Collected data:
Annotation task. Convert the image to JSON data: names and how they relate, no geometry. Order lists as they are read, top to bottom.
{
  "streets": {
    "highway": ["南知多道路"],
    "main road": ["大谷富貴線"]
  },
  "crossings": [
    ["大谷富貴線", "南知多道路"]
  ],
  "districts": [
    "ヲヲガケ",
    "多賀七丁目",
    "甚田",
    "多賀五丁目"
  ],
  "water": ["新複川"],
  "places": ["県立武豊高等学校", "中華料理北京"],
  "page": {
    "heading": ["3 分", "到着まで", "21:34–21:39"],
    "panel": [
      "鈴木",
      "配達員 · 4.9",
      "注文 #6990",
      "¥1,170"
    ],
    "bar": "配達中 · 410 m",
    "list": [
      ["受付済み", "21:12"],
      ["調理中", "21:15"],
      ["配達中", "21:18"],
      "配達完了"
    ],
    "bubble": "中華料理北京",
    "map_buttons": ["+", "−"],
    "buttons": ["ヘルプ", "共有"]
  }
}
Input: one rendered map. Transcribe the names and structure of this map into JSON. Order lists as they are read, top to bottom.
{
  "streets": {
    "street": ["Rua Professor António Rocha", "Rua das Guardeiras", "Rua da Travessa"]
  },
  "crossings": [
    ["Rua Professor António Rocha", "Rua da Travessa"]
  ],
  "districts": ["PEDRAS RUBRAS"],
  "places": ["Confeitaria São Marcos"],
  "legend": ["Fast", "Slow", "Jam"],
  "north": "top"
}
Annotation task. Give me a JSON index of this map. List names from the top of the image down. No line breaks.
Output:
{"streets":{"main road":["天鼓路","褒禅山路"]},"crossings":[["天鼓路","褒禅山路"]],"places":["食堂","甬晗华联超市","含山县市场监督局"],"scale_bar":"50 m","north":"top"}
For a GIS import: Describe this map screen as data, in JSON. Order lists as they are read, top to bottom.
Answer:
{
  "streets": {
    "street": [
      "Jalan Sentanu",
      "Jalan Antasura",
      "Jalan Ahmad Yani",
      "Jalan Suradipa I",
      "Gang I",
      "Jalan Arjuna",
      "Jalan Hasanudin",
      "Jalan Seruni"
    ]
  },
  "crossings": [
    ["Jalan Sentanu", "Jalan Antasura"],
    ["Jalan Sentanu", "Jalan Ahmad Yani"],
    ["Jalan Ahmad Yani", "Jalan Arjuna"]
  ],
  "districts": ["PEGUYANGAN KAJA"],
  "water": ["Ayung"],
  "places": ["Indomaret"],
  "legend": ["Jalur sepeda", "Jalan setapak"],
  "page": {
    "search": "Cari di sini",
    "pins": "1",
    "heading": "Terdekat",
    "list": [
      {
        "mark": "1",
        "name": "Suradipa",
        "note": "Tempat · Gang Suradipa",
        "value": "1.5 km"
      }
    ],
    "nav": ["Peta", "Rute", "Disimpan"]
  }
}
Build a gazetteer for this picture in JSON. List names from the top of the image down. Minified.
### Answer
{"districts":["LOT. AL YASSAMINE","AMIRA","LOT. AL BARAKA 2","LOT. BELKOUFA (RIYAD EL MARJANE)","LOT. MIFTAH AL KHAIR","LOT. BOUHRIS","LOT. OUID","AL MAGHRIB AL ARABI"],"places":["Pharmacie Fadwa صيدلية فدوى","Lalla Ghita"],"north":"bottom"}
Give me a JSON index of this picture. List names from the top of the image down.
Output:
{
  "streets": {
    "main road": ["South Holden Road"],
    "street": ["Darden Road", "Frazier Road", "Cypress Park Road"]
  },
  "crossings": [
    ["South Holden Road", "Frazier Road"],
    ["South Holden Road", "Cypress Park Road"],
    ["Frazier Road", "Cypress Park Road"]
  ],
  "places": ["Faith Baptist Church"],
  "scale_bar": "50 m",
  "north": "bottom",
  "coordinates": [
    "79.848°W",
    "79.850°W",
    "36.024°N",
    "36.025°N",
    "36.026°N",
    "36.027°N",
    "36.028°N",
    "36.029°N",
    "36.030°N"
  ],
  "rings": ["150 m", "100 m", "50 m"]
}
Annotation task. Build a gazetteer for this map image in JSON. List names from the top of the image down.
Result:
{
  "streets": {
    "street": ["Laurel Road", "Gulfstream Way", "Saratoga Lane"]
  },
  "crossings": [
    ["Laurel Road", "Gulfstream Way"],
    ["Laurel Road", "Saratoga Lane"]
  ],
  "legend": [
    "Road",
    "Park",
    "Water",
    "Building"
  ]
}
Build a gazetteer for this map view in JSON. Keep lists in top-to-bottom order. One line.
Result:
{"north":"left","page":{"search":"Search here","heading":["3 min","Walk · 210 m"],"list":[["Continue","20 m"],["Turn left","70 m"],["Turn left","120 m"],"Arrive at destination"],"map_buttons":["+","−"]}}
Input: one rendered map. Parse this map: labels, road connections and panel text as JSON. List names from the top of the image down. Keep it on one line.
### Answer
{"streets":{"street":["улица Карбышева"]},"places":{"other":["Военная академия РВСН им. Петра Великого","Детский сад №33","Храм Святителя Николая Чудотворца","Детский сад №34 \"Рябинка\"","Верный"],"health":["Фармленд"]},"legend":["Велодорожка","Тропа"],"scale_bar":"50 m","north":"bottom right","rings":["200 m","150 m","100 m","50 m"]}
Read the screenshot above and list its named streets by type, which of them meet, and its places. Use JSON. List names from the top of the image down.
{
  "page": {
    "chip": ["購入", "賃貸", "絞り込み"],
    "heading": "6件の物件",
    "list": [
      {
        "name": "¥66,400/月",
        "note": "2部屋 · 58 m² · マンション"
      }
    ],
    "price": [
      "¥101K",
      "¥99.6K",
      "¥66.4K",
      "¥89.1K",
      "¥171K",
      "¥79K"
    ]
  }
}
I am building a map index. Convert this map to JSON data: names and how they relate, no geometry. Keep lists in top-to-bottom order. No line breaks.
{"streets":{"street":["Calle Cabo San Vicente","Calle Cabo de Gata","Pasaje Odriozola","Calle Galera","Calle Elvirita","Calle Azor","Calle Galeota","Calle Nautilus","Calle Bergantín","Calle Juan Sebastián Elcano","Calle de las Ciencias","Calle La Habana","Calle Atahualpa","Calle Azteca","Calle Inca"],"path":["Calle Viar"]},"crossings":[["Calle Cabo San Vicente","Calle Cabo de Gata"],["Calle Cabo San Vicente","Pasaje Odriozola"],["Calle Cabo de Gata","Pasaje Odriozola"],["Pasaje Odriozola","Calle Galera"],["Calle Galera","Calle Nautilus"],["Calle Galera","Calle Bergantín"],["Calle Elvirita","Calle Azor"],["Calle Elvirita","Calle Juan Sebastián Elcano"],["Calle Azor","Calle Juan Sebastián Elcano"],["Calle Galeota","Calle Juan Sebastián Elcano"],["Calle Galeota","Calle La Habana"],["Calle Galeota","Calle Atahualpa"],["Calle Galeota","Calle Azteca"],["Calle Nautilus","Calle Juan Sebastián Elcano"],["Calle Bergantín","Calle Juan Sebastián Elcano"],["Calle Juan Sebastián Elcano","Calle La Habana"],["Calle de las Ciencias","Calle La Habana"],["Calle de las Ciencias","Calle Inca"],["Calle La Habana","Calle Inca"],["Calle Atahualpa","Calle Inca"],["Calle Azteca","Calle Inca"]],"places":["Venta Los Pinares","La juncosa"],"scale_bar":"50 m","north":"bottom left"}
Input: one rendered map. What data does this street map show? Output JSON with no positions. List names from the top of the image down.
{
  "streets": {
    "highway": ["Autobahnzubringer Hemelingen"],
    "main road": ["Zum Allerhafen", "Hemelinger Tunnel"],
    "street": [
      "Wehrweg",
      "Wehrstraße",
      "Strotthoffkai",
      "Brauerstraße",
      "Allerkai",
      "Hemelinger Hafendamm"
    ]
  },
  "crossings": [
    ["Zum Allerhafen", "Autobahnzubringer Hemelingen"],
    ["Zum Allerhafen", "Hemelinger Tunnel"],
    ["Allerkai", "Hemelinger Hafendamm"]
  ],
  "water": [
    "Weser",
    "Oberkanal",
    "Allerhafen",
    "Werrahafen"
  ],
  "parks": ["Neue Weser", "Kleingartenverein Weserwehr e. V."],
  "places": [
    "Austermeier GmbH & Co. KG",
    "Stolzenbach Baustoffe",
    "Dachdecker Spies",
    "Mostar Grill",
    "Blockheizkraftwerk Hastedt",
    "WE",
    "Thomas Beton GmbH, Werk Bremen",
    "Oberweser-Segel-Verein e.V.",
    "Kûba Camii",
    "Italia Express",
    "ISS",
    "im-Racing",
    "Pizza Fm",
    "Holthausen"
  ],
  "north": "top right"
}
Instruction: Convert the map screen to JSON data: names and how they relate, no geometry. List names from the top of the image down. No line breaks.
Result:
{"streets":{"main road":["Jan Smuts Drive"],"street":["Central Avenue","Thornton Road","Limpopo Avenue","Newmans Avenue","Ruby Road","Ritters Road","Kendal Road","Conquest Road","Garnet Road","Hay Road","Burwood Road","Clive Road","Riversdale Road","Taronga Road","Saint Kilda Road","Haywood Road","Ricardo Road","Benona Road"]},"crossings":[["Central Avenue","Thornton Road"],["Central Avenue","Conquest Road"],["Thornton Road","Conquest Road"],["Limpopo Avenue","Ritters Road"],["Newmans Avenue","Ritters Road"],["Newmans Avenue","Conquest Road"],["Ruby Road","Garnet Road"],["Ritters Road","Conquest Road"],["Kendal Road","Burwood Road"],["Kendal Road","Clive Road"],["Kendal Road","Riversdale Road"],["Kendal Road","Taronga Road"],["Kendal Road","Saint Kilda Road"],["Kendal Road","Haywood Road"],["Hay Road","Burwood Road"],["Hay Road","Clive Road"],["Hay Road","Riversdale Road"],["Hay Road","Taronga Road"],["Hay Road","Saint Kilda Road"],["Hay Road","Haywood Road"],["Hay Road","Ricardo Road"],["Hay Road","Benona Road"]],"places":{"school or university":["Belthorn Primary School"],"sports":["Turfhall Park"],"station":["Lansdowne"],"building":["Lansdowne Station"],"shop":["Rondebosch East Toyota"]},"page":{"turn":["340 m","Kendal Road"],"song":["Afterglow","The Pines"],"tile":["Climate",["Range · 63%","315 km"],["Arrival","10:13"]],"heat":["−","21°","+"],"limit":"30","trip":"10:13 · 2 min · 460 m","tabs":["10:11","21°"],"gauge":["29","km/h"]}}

* **AIM OF THE TASK**
Look above for every line with the word "gazetteer" and copy it.

* **YOUR SOLUTION**
Build a gazetteer for this picture in JSON. List names from the top of the image down. Minified.
Annotation task. Build a gazetteer for this map image in JSON. List names from the top of the image down.
Build a gazetteer for this map view in JSON. Keep lists in top-to-bottom order. One line.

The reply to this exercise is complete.